Judge Calls Out Plaintiff, Defendant For Frivolity, Delays

As someone who is not a lawyer nor a compliance expert, it can be difficult to determine when to write about court rulings and when not to. Writing about a court ruling shines a spotlight on a particular case, and it can be irresponsible and wasteful to shine a spotlight on a case that does not set a precedent or is not something that the industry needs to concern itself with. Deciding when to write about a legal verdict is not akin to just throwing spaghetti at the wall and hoping something sticks. I don’t want to be the news site that cries wolf every time a court ruling comes my way.

So, in advance, I’m going to say that this case likely is not precedent setting, nor is it a man-bites-dog kind of event. What it is, though, is a judge calling out a plaintiff for trying to manufacture a case when one did not exist. And while the judge does also take the defendant to task for trying to show that “it won’t be pushed around,” the words that are saved for the plaintiff could potentially be used by other defendants down the line.

In this particular case, a plaintiff, Levi Huebner, sued Midland Credit Management for allegedly violating the Fair Debt Collection Practices Act when Midland tried to collect on a $131 debt it had purchased from Verizon for work that the plaintiff had done on his telephone line. The plaintiff alleged that the defendant said that a dispute on a debt could only be filed in writing, even though, on a call recorded by the plaintiff, the defendant never made such a claim. The plaintiff subsequently filed amended complaints making other accusations.

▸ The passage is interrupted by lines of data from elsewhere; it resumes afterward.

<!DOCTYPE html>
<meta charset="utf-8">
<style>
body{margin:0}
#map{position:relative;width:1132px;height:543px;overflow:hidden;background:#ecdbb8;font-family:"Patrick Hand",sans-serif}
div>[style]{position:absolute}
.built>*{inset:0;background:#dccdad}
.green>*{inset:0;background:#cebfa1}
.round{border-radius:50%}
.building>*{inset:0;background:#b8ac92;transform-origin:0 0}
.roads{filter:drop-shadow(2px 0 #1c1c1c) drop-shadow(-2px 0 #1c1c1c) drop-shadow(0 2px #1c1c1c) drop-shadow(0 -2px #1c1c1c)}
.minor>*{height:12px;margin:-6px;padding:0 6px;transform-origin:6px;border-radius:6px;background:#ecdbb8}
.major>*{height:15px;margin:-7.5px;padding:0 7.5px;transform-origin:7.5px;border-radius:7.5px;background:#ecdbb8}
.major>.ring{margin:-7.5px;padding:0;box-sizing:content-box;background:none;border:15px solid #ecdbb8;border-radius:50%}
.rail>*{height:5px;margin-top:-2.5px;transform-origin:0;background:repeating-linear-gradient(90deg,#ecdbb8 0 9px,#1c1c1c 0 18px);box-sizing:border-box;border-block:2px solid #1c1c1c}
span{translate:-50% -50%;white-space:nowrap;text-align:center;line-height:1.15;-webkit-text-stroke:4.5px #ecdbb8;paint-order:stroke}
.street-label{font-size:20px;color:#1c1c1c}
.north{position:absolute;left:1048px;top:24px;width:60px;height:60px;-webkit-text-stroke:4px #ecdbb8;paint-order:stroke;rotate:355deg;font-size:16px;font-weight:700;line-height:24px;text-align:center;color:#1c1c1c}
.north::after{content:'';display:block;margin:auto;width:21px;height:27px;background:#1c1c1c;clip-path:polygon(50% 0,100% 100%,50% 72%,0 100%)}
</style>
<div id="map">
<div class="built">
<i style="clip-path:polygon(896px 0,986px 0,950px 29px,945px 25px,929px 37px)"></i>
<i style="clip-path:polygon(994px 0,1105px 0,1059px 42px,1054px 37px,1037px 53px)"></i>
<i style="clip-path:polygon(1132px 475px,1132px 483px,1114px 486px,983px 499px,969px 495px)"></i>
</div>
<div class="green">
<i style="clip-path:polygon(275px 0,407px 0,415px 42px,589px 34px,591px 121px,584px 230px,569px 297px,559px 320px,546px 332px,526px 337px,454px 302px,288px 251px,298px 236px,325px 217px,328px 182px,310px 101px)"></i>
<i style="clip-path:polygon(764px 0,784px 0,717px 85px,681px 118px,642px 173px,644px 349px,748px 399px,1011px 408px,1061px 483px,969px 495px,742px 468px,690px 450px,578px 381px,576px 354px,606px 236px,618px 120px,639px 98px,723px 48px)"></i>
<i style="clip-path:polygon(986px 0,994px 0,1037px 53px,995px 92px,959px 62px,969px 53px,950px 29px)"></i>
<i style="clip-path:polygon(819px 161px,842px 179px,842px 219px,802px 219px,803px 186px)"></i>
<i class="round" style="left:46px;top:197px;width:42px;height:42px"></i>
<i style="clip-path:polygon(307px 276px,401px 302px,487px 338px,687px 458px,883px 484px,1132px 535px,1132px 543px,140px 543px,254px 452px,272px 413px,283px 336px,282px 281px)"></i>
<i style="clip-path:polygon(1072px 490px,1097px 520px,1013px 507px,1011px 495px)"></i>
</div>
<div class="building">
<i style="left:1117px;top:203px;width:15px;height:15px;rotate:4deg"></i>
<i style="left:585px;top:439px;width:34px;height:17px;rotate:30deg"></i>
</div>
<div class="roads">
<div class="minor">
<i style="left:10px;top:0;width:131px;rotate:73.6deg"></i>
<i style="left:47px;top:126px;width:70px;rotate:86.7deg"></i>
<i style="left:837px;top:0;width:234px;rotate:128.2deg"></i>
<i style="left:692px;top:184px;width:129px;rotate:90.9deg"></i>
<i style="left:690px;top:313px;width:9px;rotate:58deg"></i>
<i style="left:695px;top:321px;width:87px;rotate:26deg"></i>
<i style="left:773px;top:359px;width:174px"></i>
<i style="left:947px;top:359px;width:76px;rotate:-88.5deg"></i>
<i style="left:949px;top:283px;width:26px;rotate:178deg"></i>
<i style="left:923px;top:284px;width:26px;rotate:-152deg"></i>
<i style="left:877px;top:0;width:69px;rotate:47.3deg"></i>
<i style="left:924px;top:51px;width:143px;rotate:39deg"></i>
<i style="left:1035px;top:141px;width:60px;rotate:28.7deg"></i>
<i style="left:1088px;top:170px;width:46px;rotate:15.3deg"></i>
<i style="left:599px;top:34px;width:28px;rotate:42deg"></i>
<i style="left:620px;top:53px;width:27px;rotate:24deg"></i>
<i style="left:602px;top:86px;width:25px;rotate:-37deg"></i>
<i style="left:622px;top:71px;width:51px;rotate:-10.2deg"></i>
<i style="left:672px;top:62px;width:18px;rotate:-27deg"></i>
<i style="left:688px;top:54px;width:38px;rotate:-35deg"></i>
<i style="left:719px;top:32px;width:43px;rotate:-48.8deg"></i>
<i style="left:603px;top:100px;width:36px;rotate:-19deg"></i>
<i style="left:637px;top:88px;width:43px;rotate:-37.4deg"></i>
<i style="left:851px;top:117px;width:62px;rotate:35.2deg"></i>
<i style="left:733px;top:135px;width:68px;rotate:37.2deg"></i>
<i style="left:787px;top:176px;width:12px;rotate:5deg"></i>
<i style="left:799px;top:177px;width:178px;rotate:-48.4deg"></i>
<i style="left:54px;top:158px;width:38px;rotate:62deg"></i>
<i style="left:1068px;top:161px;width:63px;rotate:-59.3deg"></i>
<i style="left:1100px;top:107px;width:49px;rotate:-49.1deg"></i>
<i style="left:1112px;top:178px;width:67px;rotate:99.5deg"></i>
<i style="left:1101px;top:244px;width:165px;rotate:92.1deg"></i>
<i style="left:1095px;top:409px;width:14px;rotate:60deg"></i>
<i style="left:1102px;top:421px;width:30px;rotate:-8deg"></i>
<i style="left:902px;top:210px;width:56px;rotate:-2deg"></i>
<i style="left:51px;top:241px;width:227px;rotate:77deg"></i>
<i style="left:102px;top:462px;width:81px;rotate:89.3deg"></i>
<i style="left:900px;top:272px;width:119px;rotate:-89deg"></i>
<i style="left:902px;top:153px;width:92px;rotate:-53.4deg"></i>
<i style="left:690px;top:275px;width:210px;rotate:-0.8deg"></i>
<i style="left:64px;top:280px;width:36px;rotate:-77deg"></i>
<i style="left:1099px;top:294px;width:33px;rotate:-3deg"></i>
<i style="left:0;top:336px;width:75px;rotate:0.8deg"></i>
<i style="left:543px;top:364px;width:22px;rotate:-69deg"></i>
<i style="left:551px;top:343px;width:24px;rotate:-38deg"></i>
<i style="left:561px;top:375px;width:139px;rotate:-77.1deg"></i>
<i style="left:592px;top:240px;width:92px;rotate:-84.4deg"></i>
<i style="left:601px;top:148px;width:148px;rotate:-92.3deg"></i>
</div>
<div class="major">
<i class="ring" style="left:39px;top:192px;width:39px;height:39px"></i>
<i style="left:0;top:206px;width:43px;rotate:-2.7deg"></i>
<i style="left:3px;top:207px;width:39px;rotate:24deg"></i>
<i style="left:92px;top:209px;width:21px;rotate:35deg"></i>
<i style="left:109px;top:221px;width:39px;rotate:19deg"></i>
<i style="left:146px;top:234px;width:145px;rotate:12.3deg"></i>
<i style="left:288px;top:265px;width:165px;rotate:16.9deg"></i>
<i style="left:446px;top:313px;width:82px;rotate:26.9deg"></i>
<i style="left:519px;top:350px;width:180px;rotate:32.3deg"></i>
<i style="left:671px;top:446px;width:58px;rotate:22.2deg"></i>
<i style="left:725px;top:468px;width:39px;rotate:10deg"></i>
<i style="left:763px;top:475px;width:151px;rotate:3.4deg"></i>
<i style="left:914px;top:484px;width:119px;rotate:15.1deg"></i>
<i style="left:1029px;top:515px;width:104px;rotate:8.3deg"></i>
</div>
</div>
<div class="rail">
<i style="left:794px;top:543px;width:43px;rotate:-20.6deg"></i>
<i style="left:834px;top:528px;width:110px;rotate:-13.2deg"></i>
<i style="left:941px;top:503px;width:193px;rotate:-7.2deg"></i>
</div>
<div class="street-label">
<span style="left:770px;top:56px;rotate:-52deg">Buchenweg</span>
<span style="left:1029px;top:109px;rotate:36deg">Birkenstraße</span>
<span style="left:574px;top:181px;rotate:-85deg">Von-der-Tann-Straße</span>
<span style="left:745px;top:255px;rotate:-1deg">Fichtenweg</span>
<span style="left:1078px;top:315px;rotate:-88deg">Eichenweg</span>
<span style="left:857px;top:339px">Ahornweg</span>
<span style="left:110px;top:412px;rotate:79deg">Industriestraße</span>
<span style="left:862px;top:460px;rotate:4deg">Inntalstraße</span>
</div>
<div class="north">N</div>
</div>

Plaintiff pursued his FDCPA claim against defendant long after it was clear that he did not have a viable claim. Plaintiff initially argued that defendant required him to submit a writing before it would allow him to dispute his debt, even though his very own recording of the phone call proved that was not true. Plaintiff responded to this point by alleging that the debt was invalid and that he had not received certain documents, like the cancellation notice, from defendant even though they were mailed to his address. By the time the case reached the class certification stage, plaintiff was alleging a new theory based on the operative third complaint — namely that the FDCPA had been violated in part because defendant did not mark his debt as disputed, did not inform the CRAs to mark the debt as disputed, and because he was asked questions when he sought to dispute his debt. All of these positions were either factually without basis or legally wrong.

The plaintiff also tried to convince the judge that he was a “tester,” trying to determine whether the defendant was complying with the FDCPA. The judge was having none of that.

But more fundamentally, if one is going to be a “tester” to assess compliance with any statute, it should go without saying that one must administer a test that has at least a semblance of relevance and fairness, or else the test has no probative value. Here … plaintiff’s conduct was the antithesis of that which the “least sophisticated consumer” would have undertaken. He deliberately ran the collection agent in circles in an effort to confuse her. The least sophisticated consumer would answer a simple question simply, or at least say that he was declining to answer. He would not seek to embroil a collection agent in an existential discussion of the meaning of the word “non-existent.”

At the same time, the judge chastised Midland for drawing out the process and not responding in a timely matter to discovery requests. At the end of the day, the judge had had enough.

Both sides therefore lost sight of the forest for the trees. It may be that defendant, whose business requires it to regularly defend FDCPA cases, saw an opportunity to use this case, once I pointed out that plaintiff’s effort at entrapment had failed, to make its own point to both this plaintiff and future plaintiffs that it won’t be pushed around. If so, that is just as bad a misuse of the litigation process as plaintiff’s misuse in bringing this case. I am not inclined to impose “a pox on both houses,” since plaintiff started and unreasonably pursued this action, but I do hold both sides responsible in different degrees for the expansion of this $131 case beyond all reason.